Program Focuses on the Civil War Submarine, C.S.S. Hunley

On Sunday, September 9 at 2:30 p.m., Barbie and Bush James will launch the fall schedule at the Muncy Historical Society’s 40 N. Main Street location.

Charleston, S.C. (Jan. 28, 2005) – Civil War Confederate submarine Hunley conservators Philippe de Vivies, left, and Paul Mardikian remove the first section of the crew’s bench at the Warren Lash Conservation Lab in the former Charleston Navy Shipyard, S.C. Archaeologists and conservators are hopeful that once the bench is removed, they will discover new Hunley artifacts. (Photo courtesy of Naval Historical Center.)

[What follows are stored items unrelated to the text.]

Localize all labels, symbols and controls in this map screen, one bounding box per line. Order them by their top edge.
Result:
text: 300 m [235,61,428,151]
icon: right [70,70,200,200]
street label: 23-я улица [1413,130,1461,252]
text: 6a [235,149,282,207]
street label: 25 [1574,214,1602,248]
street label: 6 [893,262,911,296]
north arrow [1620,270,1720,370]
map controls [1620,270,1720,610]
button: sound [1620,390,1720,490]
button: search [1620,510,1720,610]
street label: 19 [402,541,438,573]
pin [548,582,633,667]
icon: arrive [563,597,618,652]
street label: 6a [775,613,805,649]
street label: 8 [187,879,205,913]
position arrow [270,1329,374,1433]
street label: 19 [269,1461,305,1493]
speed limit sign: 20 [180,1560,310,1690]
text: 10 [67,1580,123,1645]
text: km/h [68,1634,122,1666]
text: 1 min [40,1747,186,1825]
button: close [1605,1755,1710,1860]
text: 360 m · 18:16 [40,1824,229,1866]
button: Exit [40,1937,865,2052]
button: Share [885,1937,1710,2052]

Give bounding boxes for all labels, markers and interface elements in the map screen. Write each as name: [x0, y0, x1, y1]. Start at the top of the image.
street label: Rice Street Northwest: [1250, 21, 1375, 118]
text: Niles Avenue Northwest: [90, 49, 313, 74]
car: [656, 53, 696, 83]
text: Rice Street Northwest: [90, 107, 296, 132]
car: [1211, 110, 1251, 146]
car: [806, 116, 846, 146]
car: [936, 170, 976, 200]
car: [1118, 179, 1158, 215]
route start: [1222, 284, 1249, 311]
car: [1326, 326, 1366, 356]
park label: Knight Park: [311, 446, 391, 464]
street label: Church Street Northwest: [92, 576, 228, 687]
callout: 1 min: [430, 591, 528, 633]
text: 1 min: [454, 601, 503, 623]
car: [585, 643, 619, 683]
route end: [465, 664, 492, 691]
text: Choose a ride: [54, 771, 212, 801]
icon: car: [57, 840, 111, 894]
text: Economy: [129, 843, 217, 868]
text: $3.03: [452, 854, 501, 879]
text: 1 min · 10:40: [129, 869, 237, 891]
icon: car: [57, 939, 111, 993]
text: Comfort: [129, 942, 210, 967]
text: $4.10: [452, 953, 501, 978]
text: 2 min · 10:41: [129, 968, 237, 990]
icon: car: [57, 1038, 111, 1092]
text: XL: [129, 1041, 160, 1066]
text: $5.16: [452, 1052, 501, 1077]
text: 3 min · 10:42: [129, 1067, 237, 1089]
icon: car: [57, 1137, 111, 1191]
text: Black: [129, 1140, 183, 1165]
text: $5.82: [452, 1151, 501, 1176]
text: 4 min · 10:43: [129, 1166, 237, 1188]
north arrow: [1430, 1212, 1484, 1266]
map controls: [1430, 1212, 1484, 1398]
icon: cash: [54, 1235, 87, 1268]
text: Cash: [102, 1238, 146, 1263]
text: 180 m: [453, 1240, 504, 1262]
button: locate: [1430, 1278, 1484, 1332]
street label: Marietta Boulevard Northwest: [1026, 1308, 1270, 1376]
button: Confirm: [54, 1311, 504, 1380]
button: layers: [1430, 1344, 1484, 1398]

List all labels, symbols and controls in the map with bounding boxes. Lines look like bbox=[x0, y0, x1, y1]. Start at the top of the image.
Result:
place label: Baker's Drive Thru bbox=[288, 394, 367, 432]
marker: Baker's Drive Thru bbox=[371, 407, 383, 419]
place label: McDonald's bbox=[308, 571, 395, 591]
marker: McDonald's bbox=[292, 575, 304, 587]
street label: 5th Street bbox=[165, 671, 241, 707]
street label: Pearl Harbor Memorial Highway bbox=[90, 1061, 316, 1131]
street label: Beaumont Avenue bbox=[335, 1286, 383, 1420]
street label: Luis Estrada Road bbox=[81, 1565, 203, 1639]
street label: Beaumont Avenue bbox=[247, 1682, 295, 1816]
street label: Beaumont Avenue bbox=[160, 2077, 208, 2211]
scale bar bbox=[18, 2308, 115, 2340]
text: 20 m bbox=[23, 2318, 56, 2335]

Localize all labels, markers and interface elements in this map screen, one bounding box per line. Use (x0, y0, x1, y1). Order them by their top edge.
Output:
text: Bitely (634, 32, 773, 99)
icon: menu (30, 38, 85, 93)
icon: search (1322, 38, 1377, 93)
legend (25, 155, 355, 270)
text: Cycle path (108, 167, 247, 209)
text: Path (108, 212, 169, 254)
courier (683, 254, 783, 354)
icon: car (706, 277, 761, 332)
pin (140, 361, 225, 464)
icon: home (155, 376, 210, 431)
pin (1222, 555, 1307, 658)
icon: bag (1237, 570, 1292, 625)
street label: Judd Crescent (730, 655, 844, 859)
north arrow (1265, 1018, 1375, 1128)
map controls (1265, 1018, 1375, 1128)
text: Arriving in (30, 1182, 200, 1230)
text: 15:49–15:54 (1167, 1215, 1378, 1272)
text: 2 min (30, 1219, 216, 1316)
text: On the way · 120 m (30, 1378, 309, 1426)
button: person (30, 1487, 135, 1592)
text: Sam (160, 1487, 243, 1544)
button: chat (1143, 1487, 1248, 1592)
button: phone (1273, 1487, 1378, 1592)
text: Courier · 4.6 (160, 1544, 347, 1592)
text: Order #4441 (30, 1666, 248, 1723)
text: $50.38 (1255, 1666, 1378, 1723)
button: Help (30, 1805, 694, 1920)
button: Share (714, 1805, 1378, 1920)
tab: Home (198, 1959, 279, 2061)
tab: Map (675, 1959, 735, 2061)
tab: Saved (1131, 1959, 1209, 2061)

The C.S.S. Hunley was a submarine of the Confederate States of America and the first to sink an enemy ship during the Civil War. On February 17, 1864 Hunley attacked and sank the enemy ship, the USS Housatonic which was on Union blockade duty near Charleston. Soon after, Hunley sank for unknown reasons, killing all eight of her crew. The Hunley was discovered in 1995. An intensive underwater archaeological investigation and excavation culminated with the raising of the Hunley in 2000. The position of the remains of the eight crew members indicated that the men died at their stations.

Bush and Barbie James will present a brief history of the Hunley’s military endeavors before sharing their filming of the funeral taken when the remains of the crew were laid to rest at Magnolia Cemetery in Charleston, South Carolina on April 17, 2004. Tens of thousands of people attended the service including some 10000 reenactors and civilians dressed wearing period clothing.

The Society’s meetings and events are always open to the public. Museum tours begin at 1:30 on meeting days and light refreshments are served immediately following the program in the colonial kitchen.